Oh well. It’s dark outside. The trees, hills, streetlights and some other cars moved along. This after-gloom of reading something emotional captivated my senses and emotions as well. It made me feel lonesome, in not a very good way.

And as were the many a night before of the same atmosphere and heartbreak effectively created by my reading, my mind flowed effortlessly to think of the current life I’m living. My pathetic, lifeless life. The words of the book floated from the pages, surrounding me with a mist of vivid motions and movements. Encapsulating me into a world with only me, my emotions and the drama. I began to reflect my life as an image of the book.

It has been exactly seven weeks since I enrolled my Master’s degree. Which so to speak, didn’t turned quite that well, yet.
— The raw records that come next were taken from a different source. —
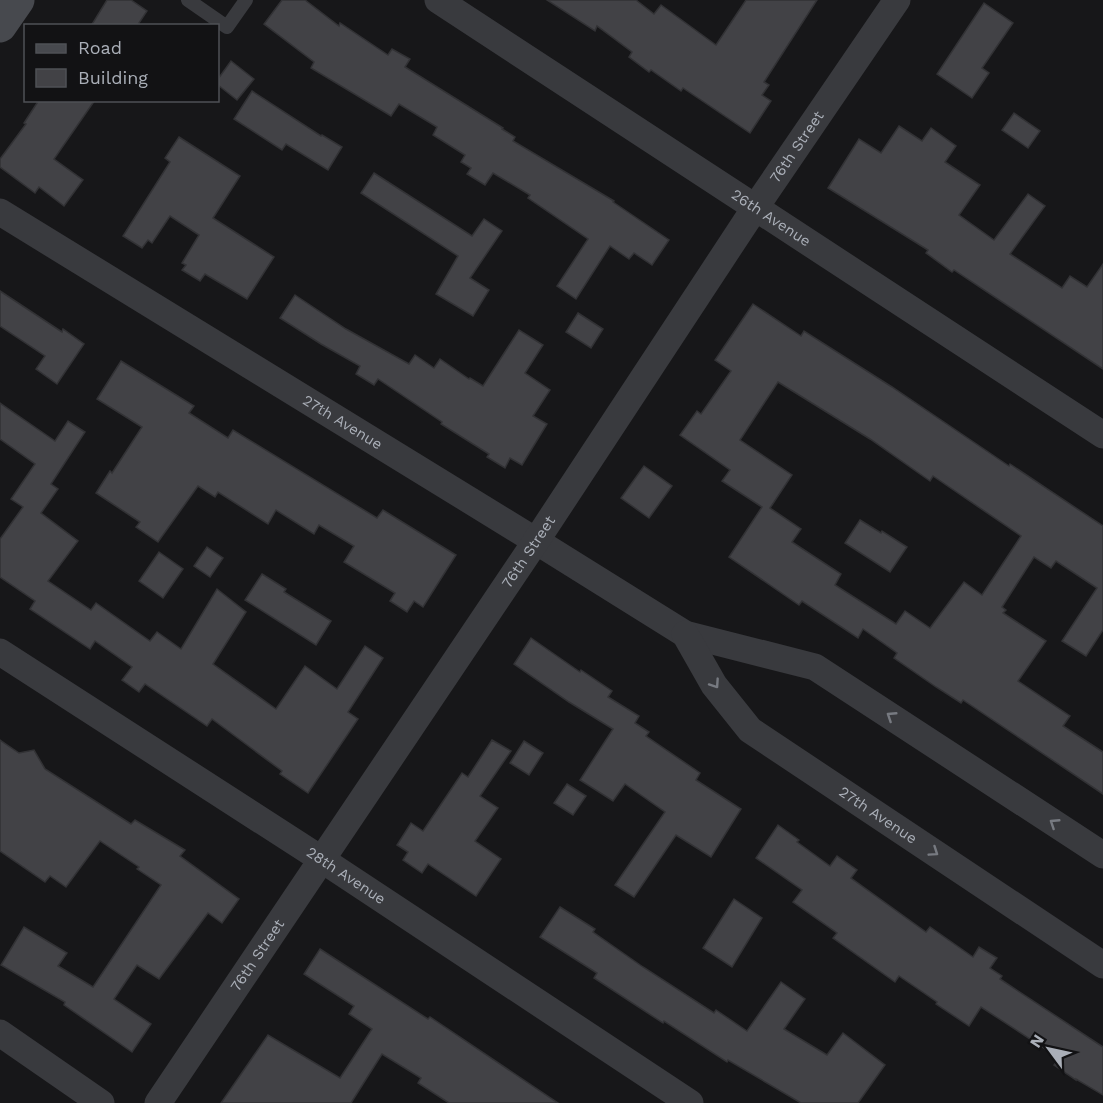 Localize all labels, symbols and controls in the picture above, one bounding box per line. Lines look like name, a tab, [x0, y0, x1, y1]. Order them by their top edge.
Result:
legend	[24, 24, 219, 102]
text: Road	[78, 37, 122, 58]
text: Building	[78, 67, 148, 88]
street label: 76th Street	[766, 107, 828, 186]
street label: 26th Avenue	[728, 185, 814, 250]
street label: 27th Avenue	[300, 391, 386, 454]
street label: 76th Street	[498, 512, 559, 592]
one-way arrow	[708, 677, 719, 688]
one-way arrow	[887, 712, 897, 724]
street label: 27th Avenue	[835, 783, 920, 848]
one-way arrow	[1050, 819, 1061, 830]
street label: 28th Avenue	[303, 843, 389, 908]
one-way arrow	[928, 845, 938, 857]
street label: 76th Street	[227, 915, 288, 995]
north arrow	[1019, 1019, 1079, 1079]
text: N	[1026, 1031, 1048, 1051] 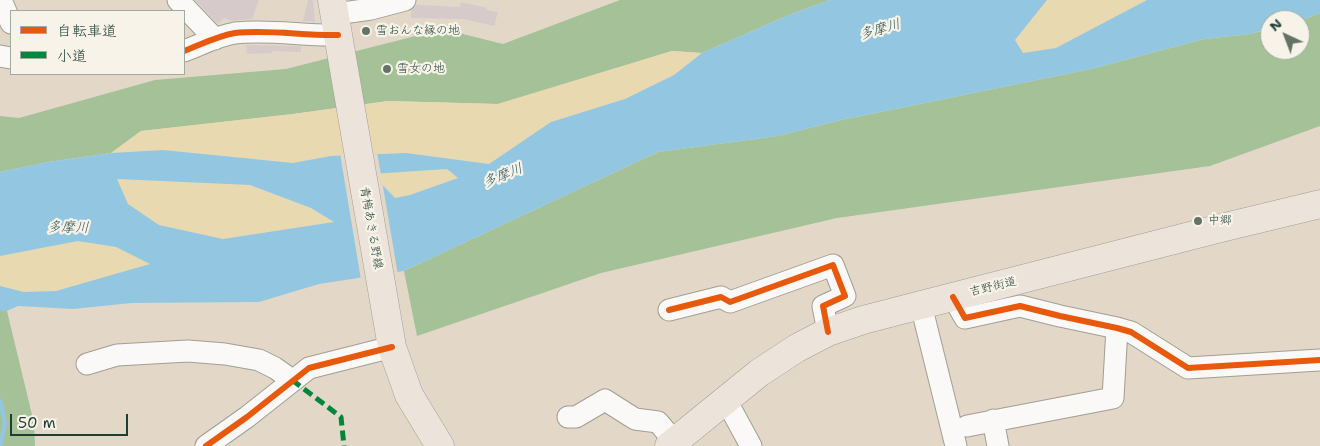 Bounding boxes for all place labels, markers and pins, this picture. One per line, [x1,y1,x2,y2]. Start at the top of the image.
place label: 雪おんな縁の地 [376,24,460,38]
marker: 雪おんな縁の地 [360,25,372,37]
place label: 雪女の地 [397,62,445,76]
marker: 雪女の地 [381,63,393,75]
place label: 中郷 [1208,214,1232,228]
marker: 中郷 [1192,215,1204,227] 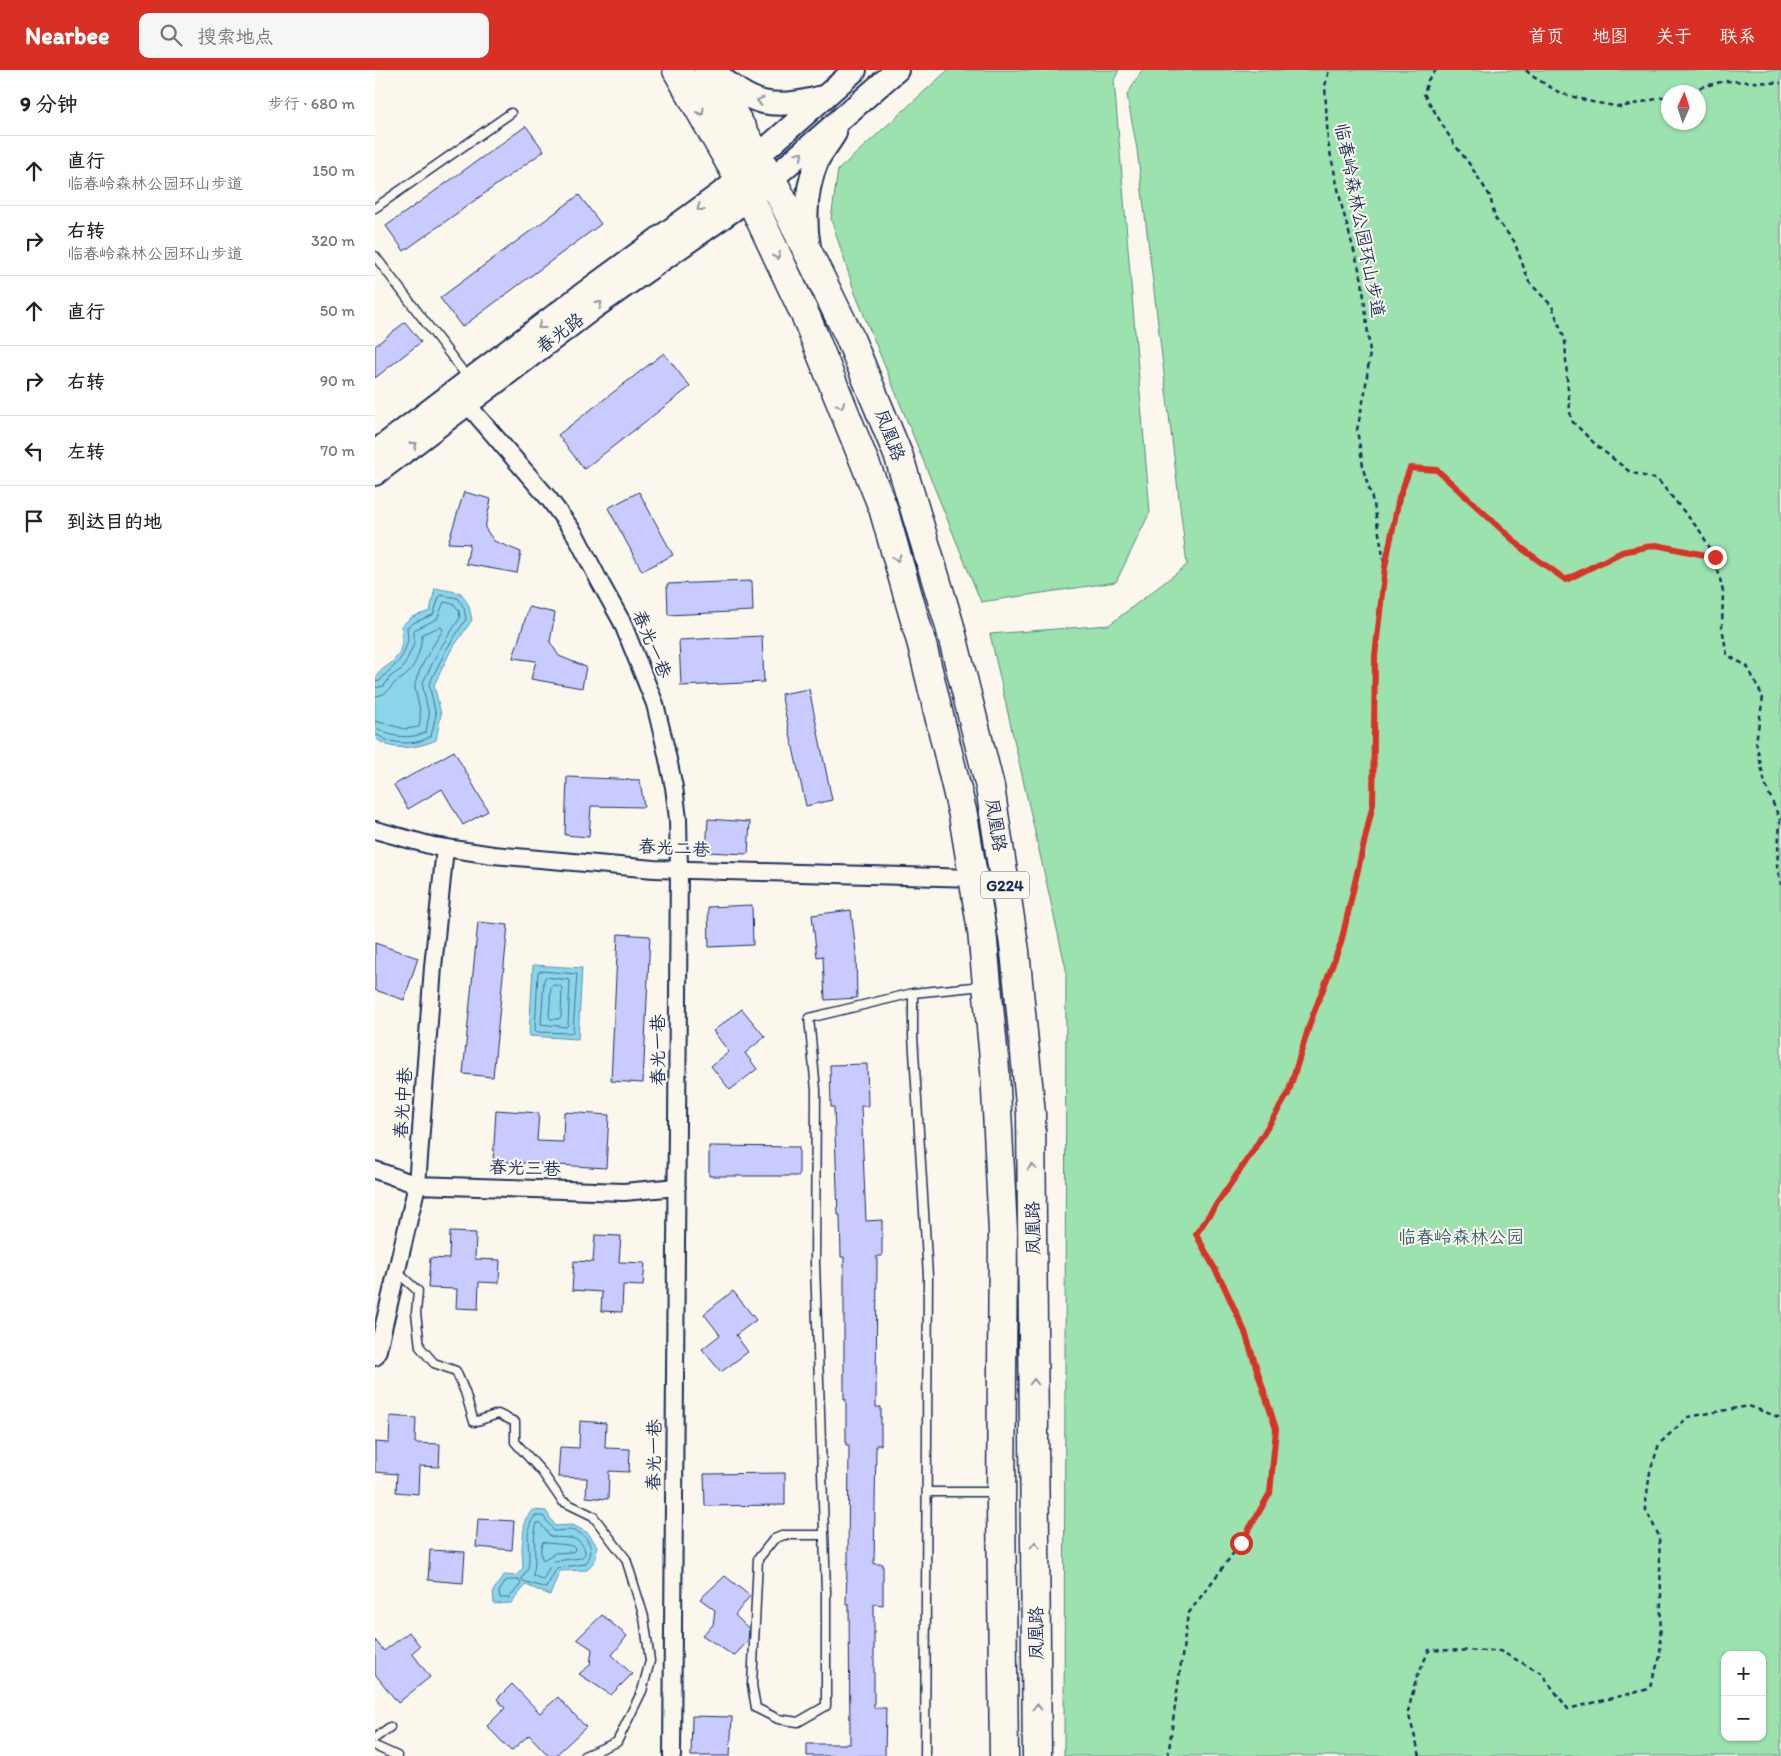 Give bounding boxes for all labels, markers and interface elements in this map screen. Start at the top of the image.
search box [139,13,489,58]
text: Nearbee [25,21,109,50]
icon: search [157,21,185,49]
text: 搜索地点 [197,25,274,48]
text: 首页 [1528,25,1564,47]
text: 地图 [1592,25,1628,47]
text: 关于 [1656,25,1692,47]
text: 联系 [1720,25,1756,47]
north arrow [1661,85,1706,130]
text: 9 分钟 [20,91,78,116]
text: 步行 · 680 m [268,94,355,113]
one-way arrow [756,96,765,107]
one-way arrow [694,107,704,116]
street label: 临春岭森林公园环山步道 [1330,121,1390,319]
text: 直行 [67,149,105,172]
one-way arrow [794,151,803,160]
icon: ahead [20,157,48,185]
text: 150 m [312,161,355,180]
text: 临春岭森林公园环山步道 [67,174,243,193]
one-way arrow [697,203,706,211]
text: 右转 [67,219,105,242]
icon: right [20,227,48,255]
text: 320 m [311,231,355,250]
text: 临春岭森林公园环山步道 [67,244,243,263]
one-way arrow [771,251,781,260]
icon: ahead [20,297,48,325]
text: 直行 [67,300,105,323]
text: 50 m [320,301,355,320]
one-way arrow [593,301,603,310]
street label: 春光路 [532,308,588,358]
one-way arrow [538,320,547,328]
icon: right [20,367,48,395]
text: 右转 [67,370,105,393]
text: 90 m [320,371,355,390]
one-way arrow [835,400,845,409]
street label: 凤凰路 [870,406,910,464]
icon: left [20,437,48,465]
text: 左转 [67,440,105,463]
text: 70 m [320,441,355,460]
one-way arrow [408,442,417,450]
icon: arrive [20,507,48,535]
text: 到达目的地 [67,510,162,533]
route end [1704,546,1727,569]
one-way arrow [891,553,901,561]
street label: 春光一巷 [628,607,676,681]
street label: 凤凰路 [981,797,1011,853]
street label: 春光二巷 [637,835,711,861]
road number: G224 [981,872,1029,898]
street label: 春光一巷 [647,1014,669,1086]
street label: 春光中巷 [390,1066,416,1140]
street label: 春光三巷 [489,1156,561,1180]
one-way arrow [1027,1163,1037,1171]
street label: 凤凰路 [1022,1201,1044,1255]
park label: 临春岭森林公园 [1398,1226,1524,1248]
one-way arrow [1029,1378,1039,1386]
street label: 春光一巷 [642,1419,666,1491]
route start [1230,1532,1253,1555]
one-way arrow [1030,1541,1041,1549]
street label: 凤凰路 [1025,1606,1047,1660]
map controls [1721,1651,1766,1741]
button: + [1721,1651,1766,1696]
button: − [1721,1696,1766,1741]
one-way arrow [1032,1703,1042,1711]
Every single day I lived through just another day to get by. I was too lazy to live. No motivations, no exact objectives to achieve. I wake up every day with no apparent reason, just to live another day so that the day after, I would also live another day for the day afterwards and so that every day afterwards I can whine about all the days that have passed and tell how boring my life had been. And the cycle goes on. Perhaps, just perhaps, this cycle would stop the day I found myself again. Or worse, it would only stop the day I lost my life.

I was tipsy, dreamy, and angry. I was lonely and sad. I concluded that my life has been a big bad joke. Or maybe a very bad mistake. Or maybe a disappointment. Or maybe just a deception. Or maybe all of them. I felt like a ghost, with that sort of immediate insignificance. Shadowy, unseen. Soulless. A passerby of the mortal world. An outside witness. Or maybe like an animal, alive but lowly.

I go out with my friends. Chilling out, telling hilarious jokes. Teasing each other with mouthful curses. Yet I couldn’t seem to participate full heartedly in every occasion. Like my presence is just a matter of number. Between us, there are tiny pieces of closeness and comfort falling off one by one, each by every wrong word spoken, or rather, by every word not spoken, and by every thought contradictory to the others’.

We drifted apart, away from each other. From being a shelter of comfort zone, we are colliding each other not deliberately; sparking conflicts in between. We are strangers again. Being careful with every talk and walk; not to offend. Somehow, we don’t understand each other anymore. Or maybe they don’t understand me, or I don’t understand them. Because we’ve changed a lot, that what we have with us are only some faded memories, and the distance between the memories and the present is a long break of self discovery and the tearing away of one’s self boundaries.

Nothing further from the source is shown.